● **DATA SECTION**
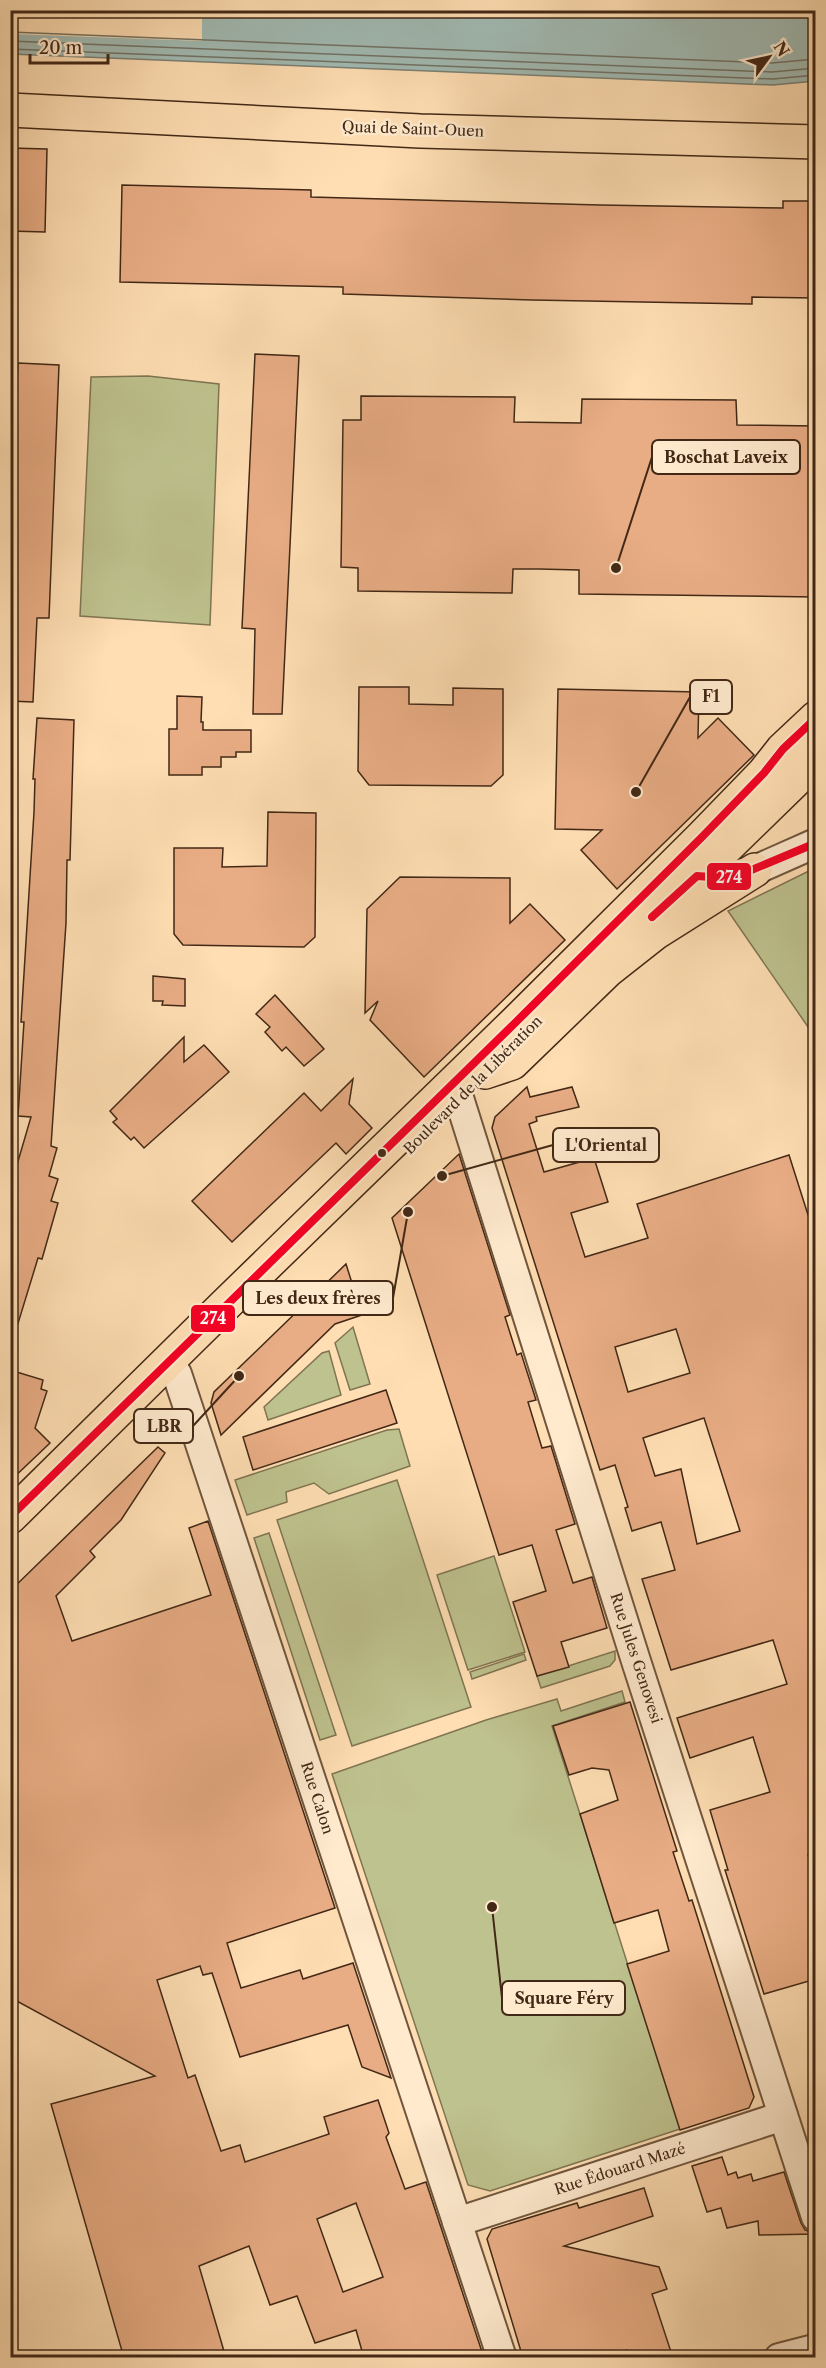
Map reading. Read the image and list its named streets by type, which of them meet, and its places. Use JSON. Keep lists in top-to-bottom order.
{
  "streets": {
    "main road": ["Quai de Saint-Ouen", "Boulevard de la Libération"],
    "street": ["Rue Jules Genovesi", "Rue Calon", "Rue Édouard Mazé"]
  },
  "crossings": [
    ["Boulevard de la Libération", "Rue Jules Genovesi"],
    ["Boulevard de la Libération", "Rue Calon"],
    ["Rue Jules Genovesi", "Rue Édouard Mazé"],
    ["Rue Calon", "Rue Édouard Mazé"]
  ],
  "places": [
    "Boschat Laveix",
    "F1",
    "L'Oriental",
    "Les deux frères",
    "LBR",
    "Square Féry"
  ],
  "lines": ["transit line 274"],
  "scale_bar": "20 m",
  "north": "top right"
}
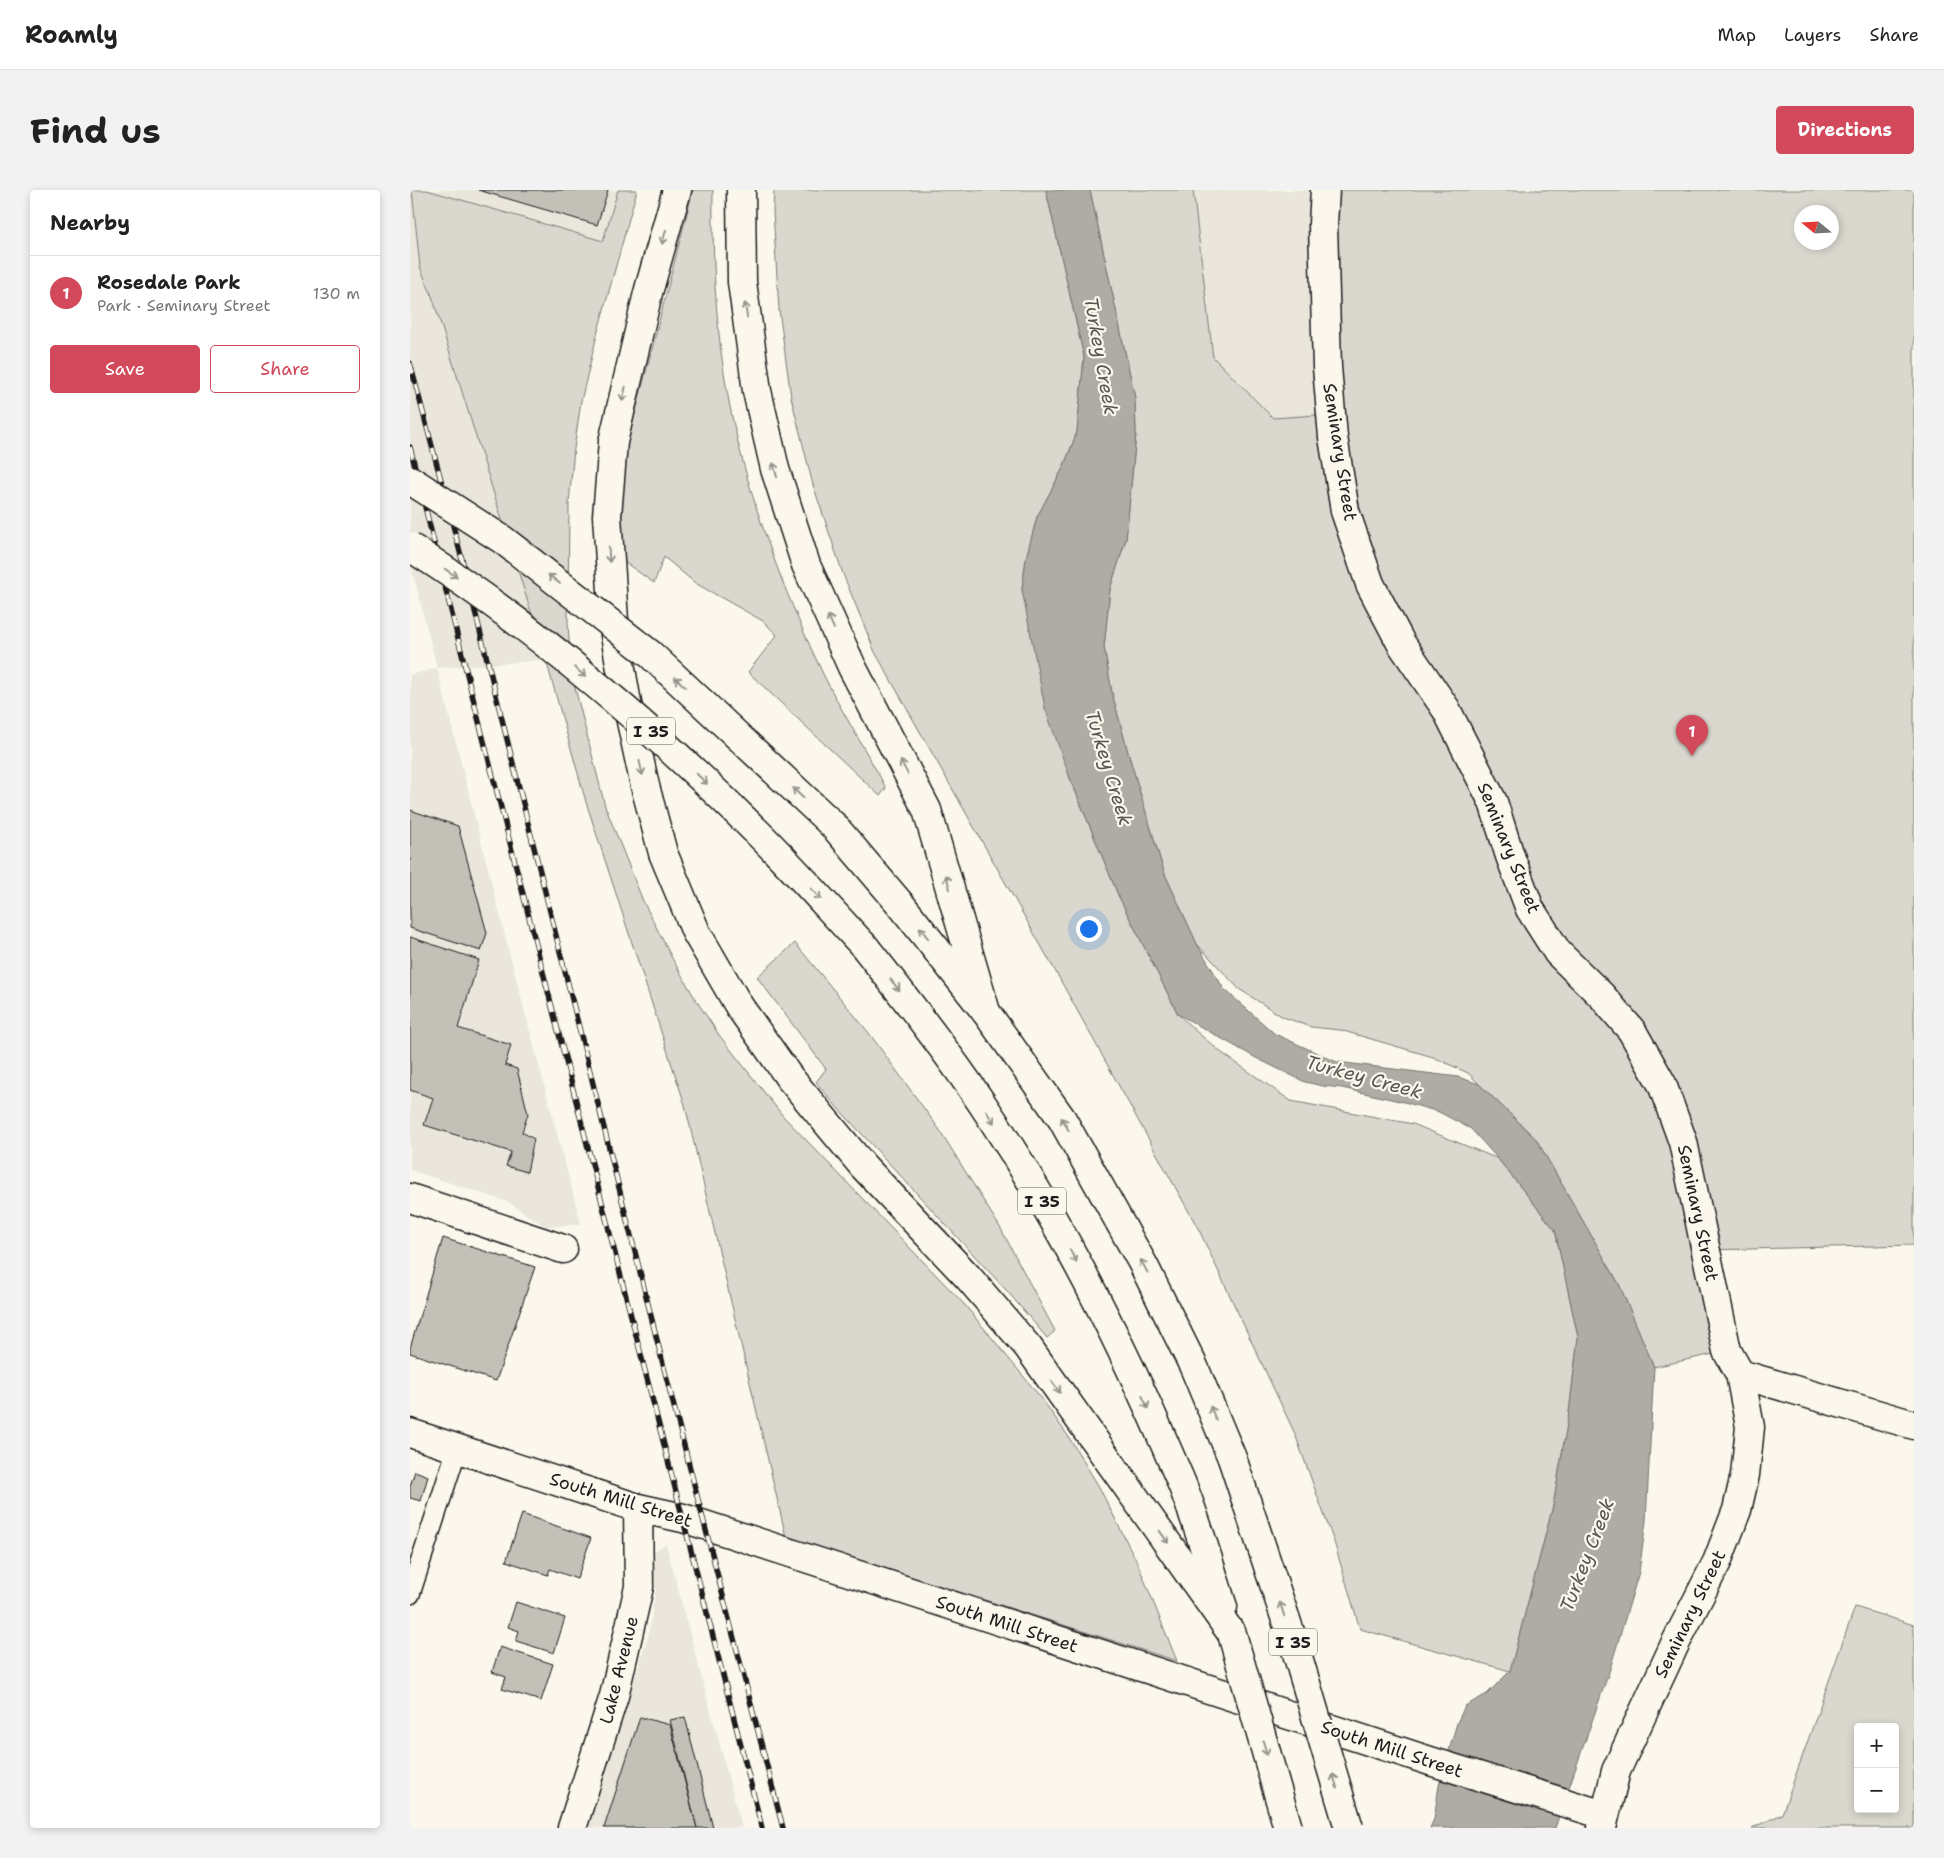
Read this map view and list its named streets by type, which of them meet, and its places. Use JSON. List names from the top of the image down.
{
  "streets": {
    "main road": [
      "Seminary Street",
      "I 35",
      "South Mill Street",
      "Lake Avenue"
    ]
  },
  "crossings": [
    ["Seminary Street", "South Mill Street"],
    ["South Mill Street", "Lake Avenue"]
  ],
  "water": ["Turkey Creek"],
  "north": "left",
  "page": {
    "header": "Roamly",
    "nav": ["Map", "Layers", "Share"],
    "buttons": [
      "Directions",
      ["Save", "Share"]
    ],
    "title": "Find us",
    "heading": "Nearby",
    "list": [
      {
        "mark": "1",
        "name": "Rosedale Park",
        "note": "Park · Seminary Street",
        "value": "130 m"
      }
    ],
    "pins": "1",
    "map_buttons": ["+", "−"]
  }
}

● **REQUIRED WORK**
Output the entries above exactly as given, but strip out the pictures.

● **THE COMPLETED TASK**
Map reading. Read the image and list its named streets by type, which of them meet, and its places. Use JSON. Keep lists in top-to-bottom order.
{
  "streets": {
    "main road": ["Quai de Saint-Ouen", "Boulevard de la Libération"],
    "street": ["Rue Jules Genovesi", "Rue Calon", "Rue Édouard Mazé"]
  },
  "crossings": [
    ["Boulevard de la Libération", "Rue Jules Genovesi"],
    ["Boulevard de la Libération", "Rue Calon"],
    ["Rue Jules Genovesi", "Rue Édouard Mazé"],
    ["Rue Calon", "Rue Édouard Mazé"]
  ],
  "places": [
    "Boschat Laveix",
    "F1",
    "L'Oriental",
    "Les deux frères",
    "LBR",
    "Square Féry"
  ],
  "lines": ["transit line 274"],
  "scale_bar": "20 m",
  "north": "top right"
}
Read this map view and list its named streets by type, which of them meet, and its places. Use JSON. List names from the top of the image down.
{
  "streets": {
    "main road": [
      "Seminary Street",
      "I 35",
      "South Mill Street",
      "Lake Avenue"
    ]
  },
  "crossings": [
    ["Seminary Street", "South Mill Street"],
    ["South Mill Street", "Lake Avenue"]
  ],
  "water": ["Turkey Creek"],
  "north": "left",
  "page": {
    "header": "Roamly",
    "nav": ["Map", "Layers", "Share"],
    "buttons": [
      "Directions",
      ["Save", "Share"]
    ],
    "title": "Find us",
    "heading": "Nearby",
    "list": [
      {
        "mark": "1",
        "name": "Rosedale Park",
        "note": "Park · Seminary Street",
        "value": "130 m"
      }
    ],
    "pins": "1",
    "map_buttons": ["+", "−"]
  }
}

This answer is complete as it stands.